Scan the data. Collect each line that contains the word "service".

Records from a data collection
---
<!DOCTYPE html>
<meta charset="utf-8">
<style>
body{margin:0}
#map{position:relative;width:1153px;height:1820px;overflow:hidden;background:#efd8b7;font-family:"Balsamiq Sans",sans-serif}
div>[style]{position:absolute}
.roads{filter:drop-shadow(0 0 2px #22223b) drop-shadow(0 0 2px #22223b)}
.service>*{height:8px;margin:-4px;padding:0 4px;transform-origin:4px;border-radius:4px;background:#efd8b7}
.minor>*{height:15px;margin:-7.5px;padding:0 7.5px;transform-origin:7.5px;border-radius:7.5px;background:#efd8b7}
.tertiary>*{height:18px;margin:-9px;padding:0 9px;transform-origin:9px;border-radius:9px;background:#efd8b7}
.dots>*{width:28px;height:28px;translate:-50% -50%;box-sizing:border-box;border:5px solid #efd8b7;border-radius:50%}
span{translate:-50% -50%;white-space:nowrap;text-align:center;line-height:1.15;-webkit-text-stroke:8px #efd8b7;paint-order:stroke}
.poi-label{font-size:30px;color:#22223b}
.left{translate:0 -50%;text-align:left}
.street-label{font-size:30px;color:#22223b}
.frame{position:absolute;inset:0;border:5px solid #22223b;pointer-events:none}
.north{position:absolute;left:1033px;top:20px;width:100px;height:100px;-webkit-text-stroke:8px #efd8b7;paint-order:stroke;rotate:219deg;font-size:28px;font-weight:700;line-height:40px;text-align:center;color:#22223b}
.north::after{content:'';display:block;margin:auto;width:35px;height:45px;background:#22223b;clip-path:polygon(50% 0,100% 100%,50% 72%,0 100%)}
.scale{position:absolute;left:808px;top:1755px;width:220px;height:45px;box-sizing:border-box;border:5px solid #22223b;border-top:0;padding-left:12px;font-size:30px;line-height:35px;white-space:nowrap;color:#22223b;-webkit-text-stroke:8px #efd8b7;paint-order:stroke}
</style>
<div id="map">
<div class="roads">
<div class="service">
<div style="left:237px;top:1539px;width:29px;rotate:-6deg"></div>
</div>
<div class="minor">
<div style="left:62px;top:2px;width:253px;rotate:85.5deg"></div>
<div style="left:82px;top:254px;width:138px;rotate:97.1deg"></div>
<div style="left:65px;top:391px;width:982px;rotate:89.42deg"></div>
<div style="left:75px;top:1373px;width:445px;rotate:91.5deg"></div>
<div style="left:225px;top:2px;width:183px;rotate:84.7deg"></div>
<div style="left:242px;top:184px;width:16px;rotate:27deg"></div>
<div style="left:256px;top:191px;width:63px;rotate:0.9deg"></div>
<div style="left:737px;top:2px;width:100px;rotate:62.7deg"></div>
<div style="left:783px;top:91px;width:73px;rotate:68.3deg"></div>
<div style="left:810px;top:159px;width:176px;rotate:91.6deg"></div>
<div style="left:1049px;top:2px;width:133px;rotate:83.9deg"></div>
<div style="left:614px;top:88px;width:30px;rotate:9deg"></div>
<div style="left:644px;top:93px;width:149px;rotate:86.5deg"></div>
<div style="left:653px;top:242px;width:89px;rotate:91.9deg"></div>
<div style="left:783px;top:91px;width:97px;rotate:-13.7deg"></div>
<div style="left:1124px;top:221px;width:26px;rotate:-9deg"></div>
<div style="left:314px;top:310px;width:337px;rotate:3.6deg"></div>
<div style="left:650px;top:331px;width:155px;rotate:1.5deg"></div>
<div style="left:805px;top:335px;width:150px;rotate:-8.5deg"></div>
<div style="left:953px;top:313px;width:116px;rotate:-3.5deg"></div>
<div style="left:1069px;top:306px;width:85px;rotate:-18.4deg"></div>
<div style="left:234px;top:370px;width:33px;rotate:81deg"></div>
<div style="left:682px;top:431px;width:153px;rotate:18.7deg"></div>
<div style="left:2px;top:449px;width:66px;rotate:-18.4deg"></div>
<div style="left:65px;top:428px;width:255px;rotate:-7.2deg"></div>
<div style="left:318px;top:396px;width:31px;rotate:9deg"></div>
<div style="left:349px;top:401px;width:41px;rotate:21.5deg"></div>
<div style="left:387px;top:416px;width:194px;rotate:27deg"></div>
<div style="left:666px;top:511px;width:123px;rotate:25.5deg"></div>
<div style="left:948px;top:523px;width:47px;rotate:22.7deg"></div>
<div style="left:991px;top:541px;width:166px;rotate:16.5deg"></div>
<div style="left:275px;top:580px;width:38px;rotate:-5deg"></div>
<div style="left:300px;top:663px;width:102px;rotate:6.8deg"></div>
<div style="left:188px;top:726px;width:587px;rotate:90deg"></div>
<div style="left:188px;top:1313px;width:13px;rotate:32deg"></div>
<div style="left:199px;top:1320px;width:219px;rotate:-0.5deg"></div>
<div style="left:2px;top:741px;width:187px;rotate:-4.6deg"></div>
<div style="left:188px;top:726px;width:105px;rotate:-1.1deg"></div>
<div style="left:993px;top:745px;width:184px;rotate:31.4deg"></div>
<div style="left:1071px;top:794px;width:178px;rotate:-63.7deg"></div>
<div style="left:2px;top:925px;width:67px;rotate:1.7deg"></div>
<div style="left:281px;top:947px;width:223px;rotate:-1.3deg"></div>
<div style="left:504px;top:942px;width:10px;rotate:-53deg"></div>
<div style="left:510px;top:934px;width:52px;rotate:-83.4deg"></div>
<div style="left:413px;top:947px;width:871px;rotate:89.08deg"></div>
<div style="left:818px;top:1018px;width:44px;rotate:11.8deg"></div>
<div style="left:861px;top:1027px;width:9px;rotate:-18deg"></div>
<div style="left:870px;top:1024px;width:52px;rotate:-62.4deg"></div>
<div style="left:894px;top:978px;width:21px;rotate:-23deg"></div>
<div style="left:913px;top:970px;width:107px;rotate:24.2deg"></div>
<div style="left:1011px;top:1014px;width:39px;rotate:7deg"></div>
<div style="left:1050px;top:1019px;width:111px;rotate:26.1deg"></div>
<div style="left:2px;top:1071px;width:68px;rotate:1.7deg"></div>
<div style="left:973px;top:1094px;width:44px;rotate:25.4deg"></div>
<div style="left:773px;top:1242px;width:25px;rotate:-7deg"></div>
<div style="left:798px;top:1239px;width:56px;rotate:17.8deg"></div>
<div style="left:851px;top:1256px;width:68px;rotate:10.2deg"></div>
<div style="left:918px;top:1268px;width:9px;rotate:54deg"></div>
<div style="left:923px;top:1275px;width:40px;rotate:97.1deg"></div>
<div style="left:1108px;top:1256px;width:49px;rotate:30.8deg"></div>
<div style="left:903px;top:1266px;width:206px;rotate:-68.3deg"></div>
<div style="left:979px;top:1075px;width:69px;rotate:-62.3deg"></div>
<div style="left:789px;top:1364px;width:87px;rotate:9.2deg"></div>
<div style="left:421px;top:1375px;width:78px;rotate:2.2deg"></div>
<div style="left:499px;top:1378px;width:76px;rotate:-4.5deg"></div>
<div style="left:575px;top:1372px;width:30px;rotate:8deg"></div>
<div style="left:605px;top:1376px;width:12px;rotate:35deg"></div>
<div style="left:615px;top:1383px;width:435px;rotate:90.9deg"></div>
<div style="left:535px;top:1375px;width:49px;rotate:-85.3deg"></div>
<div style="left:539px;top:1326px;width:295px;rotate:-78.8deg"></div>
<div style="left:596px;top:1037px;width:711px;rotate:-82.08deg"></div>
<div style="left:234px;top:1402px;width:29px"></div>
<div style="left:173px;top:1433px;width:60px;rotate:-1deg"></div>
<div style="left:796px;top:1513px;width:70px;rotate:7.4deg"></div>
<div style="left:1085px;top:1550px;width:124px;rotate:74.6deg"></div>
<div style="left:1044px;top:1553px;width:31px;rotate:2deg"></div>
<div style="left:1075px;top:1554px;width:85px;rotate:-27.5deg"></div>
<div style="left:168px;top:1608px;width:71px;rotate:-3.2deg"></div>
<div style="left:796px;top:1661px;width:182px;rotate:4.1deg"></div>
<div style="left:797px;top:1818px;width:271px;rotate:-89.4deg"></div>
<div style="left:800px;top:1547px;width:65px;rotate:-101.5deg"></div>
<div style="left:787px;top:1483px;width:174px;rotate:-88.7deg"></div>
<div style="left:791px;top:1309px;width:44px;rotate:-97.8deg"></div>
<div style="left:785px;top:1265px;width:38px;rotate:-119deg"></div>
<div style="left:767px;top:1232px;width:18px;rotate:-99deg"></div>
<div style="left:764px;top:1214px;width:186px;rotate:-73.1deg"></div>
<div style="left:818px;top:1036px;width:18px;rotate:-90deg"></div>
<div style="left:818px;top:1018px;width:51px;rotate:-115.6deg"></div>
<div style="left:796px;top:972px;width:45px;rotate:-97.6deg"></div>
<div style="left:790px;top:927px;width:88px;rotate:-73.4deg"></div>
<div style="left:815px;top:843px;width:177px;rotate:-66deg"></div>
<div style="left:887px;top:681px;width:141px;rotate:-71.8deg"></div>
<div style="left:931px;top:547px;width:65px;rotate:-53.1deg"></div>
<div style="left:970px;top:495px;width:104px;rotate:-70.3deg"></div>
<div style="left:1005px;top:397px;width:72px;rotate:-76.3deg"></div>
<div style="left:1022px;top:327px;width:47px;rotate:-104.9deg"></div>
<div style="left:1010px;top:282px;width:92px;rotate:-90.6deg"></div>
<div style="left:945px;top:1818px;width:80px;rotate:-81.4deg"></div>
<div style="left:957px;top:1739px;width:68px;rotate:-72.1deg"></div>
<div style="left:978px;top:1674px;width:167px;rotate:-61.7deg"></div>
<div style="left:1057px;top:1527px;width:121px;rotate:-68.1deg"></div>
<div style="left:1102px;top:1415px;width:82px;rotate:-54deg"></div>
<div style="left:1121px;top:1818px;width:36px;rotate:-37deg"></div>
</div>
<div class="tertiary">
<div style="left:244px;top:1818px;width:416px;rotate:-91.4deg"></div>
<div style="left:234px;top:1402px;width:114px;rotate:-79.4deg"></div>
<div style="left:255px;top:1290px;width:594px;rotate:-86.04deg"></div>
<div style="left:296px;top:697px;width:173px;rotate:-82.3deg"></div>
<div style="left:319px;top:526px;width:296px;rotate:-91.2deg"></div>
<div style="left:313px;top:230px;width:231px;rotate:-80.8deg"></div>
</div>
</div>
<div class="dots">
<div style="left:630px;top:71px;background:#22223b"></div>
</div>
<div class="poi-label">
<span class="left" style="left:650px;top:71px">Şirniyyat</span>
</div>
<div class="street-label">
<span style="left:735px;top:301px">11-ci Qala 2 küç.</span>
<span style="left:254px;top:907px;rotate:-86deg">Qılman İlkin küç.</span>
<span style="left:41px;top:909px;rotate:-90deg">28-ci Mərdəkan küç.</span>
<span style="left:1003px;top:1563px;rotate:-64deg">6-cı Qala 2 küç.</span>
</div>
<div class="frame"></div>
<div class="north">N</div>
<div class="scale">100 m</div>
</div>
---
◆ **Answer area**:
.service>*{height:8px;margin:-4px;padding:0 4px;transform-origin:4px;border-radius:4px;background:#efd8b7}
<div class="service">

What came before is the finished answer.